(Exercise material)
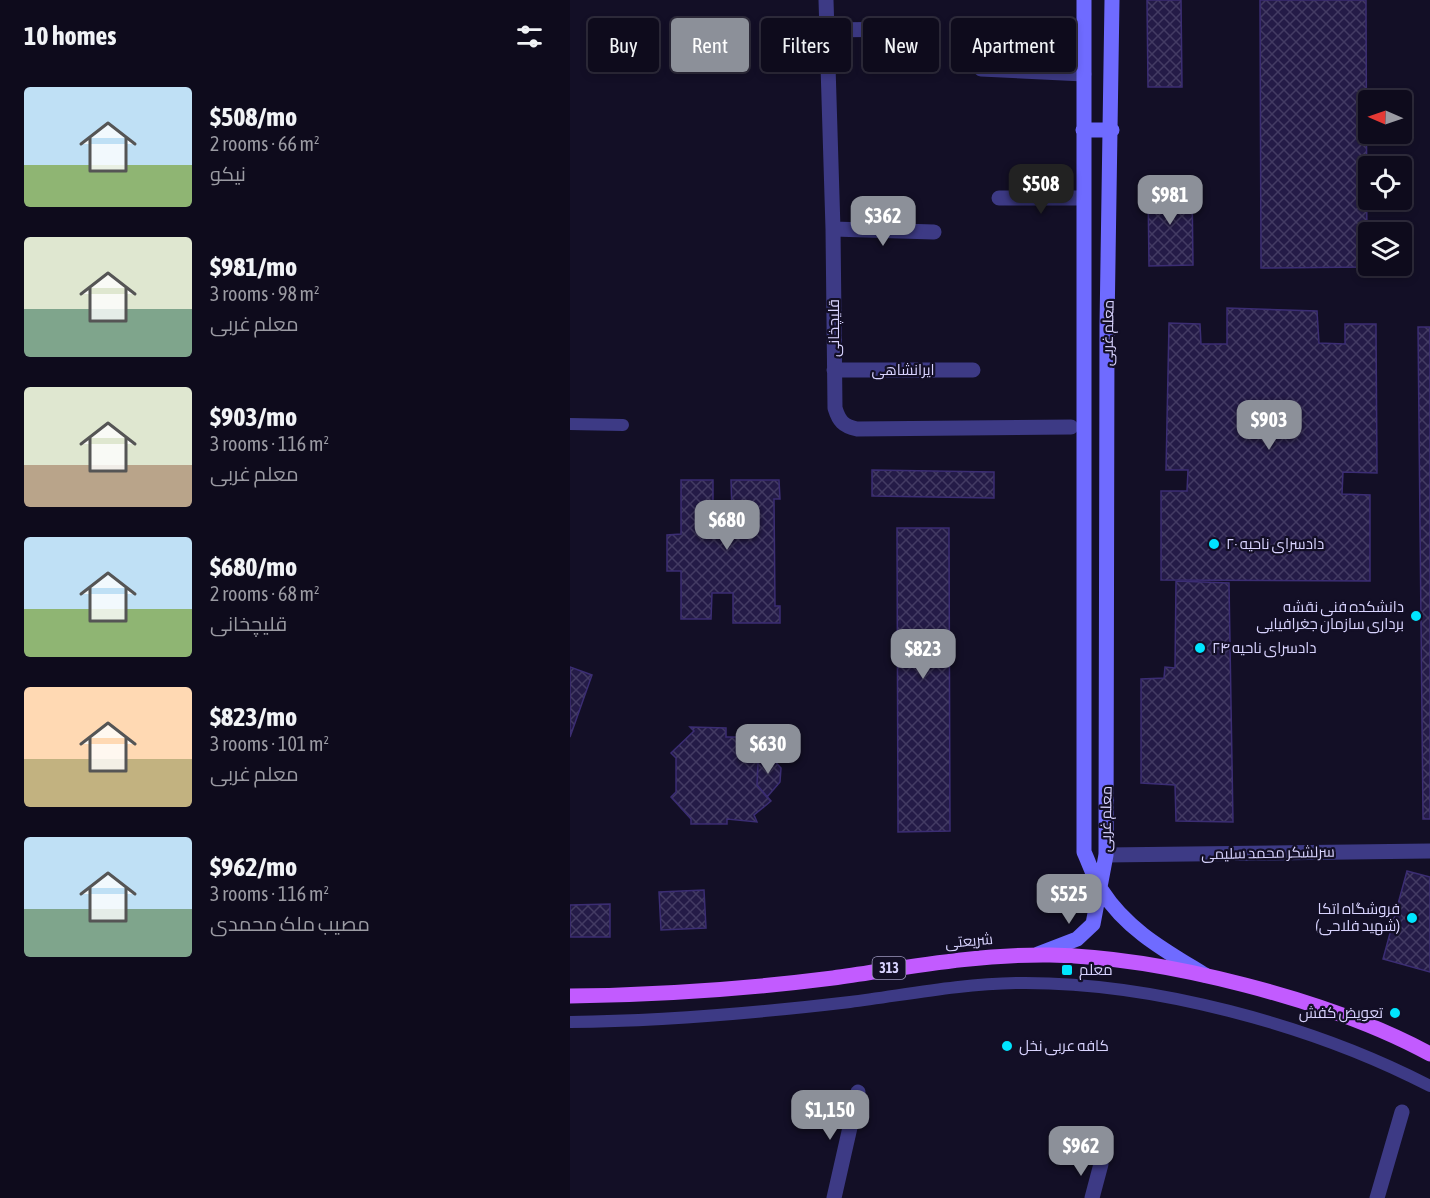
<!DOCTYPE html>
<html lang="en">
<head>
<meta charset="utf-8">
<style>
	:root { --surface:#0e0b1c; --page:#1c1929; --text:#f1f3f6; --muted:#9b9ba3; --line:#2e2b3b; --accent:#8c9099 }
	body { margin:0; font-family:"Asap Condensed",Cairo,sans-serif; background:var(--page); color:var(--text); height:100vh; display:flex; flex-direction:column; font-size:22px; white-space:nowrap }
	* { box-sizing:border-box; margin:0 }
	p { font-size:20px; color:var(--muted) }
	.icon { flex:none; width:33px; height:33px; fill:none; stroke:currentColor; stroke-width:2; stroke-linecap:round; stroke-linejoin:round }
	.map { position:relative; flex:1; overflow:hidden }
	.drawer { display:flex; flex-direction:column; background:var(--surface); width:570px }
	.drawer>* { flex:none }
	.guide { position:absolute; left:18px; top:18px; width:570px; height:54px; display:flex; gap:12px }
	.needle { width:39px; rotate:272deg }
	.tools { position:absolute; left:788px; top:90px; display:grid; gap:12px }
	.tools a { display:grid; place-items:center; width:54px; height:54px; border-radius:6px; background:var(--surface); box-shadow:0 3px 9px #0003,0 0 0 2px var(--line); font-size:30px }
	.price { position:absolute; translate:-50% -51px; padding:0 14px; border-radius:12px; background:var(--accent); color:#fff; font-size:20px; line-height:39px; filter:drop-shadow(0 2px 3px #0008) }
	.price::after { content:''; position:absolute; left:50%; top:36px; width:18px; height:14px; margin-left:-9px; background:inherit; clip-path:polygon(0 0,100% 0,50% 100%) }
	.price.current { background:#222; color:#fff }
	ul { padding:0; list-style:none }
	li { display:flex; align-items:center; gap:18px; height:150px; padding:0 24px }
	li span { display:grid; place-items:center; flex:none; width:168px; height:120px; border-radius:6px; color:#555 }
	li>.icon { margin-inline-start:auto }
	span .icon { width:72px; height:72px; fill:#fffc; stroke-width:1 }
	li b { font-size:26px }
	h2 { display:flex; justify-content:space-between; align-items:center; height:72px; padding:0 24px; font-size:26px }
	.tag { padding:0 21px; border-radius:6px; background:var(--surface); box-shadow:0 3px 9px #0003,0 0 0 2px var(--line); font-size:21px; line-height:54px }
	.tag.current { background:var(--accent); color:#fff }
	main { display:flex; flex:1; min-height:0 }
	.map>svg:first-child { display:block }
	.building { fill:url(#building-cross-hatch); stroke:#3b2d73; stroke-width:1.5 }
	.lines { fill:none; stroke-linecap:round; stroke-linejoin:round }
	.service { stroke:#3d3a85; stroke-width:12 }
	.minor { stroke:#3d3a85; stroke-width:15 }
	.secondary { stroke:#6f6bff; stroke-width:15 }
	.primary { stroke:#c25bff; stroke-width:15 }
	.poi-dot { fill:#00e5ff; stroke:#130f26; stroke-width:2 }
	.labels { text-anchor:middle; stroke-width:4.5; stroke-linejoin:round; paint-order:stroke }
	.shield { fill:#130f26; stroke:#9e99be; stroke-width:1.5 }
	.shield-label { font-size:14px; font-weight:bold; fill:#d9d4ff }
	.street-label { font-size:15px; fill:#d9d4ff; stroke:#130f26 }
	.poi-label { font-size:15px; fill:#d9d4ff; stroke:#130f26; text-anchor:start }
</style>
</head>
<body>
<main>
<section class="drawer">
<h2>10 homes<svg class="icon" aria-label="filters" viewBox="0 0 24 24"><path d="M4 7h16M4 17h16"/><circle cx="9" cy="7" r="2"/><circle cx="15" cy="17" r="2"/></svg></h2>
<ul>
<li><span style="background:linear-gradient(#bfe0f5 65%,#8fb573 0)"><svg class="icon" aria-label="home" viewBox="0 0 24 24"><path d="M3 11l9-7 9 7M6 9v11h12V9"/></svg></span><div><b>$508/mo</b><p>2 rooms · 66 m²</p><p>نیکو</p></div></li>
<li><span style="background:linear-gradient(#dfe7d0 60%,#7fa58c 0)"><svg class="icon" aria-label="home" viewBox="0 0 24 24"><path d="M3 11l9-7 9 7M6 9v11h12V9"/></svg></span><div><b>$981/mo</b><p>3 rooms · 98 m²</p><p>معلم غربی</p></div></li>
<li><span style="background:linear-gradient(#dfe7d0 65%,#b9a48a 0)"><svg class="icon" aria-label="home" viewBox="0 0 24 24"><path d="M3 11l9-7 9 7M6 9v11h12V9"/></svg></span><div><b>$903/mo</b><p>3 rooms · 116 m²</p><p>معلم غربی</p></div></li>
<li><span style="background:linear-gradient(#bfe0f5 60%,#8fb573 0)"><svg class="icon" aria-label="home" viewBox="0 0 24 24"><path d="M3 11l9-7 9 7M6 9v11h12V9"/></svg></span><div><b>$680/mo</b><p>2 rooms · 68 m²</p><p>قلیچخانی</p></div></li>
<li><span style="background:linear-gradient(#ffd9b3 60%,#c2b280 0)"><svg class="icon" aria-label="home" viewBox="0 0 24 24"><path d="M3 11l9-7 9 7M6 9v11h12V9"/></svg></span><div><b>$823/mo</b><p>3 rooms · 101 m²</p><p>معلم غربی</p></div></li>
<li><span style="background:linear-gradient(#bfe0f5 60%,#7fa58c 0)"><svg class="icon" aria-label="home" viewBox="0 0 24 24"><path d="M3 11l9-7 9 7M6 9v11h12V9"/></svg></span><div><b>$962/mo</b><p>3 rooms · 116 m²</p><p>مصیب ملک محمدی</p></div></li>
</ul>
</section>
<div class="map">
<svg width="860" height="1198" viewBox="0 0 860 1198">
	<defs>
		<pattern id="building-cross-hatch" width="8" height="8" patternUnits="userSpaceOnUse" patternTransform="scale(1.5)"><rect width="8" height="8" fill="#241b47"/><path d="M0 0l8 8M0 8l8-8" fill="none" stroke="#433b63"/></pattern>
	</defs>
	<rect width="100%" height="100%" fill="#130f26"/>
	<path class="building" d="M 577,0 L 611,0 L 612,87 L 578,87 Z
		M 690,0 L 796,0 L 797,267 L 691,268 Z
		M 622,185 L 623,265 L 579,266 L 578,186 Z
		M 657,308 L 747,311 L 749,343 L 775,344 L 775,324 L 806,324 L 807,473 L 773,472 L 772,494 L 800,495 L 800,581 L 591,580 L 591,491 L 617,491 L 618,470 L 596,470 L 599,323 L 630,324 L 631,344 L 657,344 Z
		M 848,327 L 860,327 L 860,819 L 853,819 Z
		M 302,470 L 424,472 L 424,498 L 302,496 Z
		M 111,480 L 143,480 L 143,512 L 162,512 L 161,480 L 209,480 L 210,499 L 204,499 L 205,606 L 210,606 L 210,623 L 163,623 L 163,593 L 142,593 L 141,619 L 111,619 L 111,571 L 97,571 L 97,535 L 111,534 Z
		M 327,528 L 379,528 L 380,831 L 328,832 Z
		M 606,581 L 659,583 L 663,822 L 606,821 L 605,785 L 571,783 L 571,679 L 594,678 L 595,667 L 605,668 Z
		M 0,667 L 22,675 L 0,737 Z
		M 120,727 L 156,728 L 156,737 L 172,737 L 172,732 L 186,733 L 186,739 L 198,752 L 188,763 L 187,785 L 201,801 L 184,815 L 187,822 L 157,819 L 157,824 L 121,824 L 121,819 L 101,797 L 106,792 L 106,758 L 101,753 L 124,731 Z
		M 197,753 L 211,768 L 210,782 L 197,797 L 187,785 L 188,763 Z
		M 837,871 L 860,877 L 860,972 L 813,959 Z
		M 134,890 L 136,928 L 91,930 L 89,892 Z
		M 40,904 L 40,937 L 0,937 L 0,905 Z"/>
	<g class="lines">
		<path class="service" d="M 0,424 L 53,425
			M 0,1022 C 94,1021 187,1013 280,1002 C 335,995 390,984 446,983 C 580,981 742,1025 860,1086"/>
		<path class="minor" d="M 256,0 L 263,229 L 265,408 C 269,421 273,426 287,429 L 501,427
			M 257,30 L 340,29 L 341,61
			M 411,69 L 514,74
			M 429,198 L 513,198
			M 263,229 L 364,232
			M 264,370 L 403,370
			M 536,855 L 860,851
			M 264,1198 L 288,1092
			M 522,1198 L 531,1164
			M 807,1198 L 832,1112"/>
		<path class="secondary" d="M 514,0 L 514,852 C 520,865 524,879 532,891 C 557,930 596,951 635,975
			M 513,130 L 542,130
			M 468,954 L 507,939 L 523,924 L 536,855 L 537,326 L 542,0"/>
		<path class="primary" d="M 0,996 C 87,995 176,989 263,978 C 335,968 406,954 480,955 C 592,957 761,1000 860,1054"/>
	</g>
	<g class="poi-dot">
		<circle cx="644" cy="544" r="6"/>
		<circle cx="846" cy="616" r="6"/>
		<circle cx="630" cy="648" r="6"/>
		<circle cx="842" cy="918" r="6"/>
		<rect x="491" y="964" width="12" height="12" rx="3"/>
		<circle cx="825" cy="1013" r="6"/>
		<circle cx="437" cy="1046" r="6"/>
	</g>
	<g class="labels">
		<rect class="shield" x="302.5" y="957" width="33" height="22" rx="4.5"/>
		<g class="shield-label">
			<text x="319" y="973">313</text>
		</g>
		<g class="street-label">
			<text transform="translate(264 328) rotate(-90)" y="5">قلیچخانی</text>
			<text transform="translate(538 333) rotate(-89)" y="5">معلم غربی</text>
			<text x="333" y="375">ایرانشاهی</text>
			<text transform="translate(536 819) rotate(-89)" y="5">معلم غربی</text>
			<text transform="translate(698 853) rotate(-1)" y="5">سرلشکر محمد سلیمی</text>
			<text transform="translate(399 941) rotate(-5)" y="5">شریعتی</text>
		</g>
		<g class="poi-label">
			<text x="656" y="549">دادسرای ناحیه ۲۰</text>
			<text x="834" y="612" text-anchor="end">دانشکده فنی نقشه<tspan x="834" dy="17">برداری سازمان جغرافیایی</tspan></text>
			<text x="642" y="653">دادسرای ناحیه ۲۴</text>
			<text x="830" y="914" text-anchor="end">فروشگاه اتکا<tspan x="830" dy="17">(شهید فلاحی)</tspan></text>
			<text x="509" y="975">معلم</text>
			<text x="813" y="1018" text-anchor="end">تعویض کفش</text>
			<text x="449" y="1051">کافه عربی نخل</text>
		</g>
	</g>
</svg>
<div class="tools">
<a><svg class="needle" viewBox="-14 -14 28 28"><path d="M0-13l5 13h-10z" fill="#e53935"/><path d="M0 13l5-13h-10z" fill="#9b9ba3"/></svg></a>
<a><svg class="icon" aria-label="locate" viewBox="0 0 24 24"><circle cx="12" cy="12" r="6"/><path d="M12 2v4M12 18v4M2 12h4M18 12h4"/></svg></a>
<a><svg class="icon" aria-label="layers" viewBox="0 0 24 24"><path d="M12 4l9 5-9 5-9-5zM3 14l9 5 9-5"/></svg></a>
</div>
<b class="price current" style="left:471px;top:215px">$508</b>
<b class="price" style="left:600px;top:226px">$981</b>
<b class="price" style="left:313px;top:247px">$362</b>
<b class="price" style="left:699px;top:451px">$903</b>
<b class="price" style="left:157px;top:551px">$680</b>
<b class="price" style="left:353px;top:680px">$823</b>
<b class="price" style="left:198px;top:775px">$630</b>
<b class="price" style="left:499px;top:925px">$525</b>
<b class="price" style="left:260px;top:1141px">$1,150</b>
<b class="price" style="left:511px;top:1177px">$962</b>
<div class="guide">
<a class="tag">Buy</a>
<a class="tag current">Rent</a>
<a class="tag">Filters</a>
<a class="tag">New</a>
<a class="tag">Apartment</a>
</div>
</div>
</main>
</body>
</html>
(End Exercise material)
Task requirements: Exactly as written, restate the lines above from the opening line through the one holding "position:absolute; left:788px; top:90px;", omitting the pictures.

Worked solution:
<!DOCTYPE html>
<html lang="en">
<head>
<meta charset="utf-8">
<style>
	:root { --surface:#0e0b1c; --page:#1c1929; --text:#f1f3f6; --muted:#9b9ba3; --line:#2e2b3b; --accent:#8c9099 }
	body { margin:0; font-family:"Asap Condensed",Cairo,sans-serif; background:var(--page); color:var(--text); height:100vh; display:flex; flex-direction:column; font-size:22px; white-space:nowrap }
	* { box-sizing:border-box; margin:0 }
	p { font-size:20px; color:var(--muted) }
	.icon { flex:none; width:33px; height:33px; fill:none; stroke:currentColor; stroke-width:2; stroke-linecap:round; stroke-linejoin:round }
	.map { position:relative; flex:1; overflow:hidden }
	.drawer { display:flex; flex-direction:column; background:var(--surface); width:570px }
	.drawer>* { flex:none }
	.guide { position:absolute; left:18px; top:18px; width:570px; height:54px; display:flex; gap:12px }
	.needle { width:39px; rotate:272deg }
	.tools { position:absolute; left:788px; top:90px; display:grid; gap:12px }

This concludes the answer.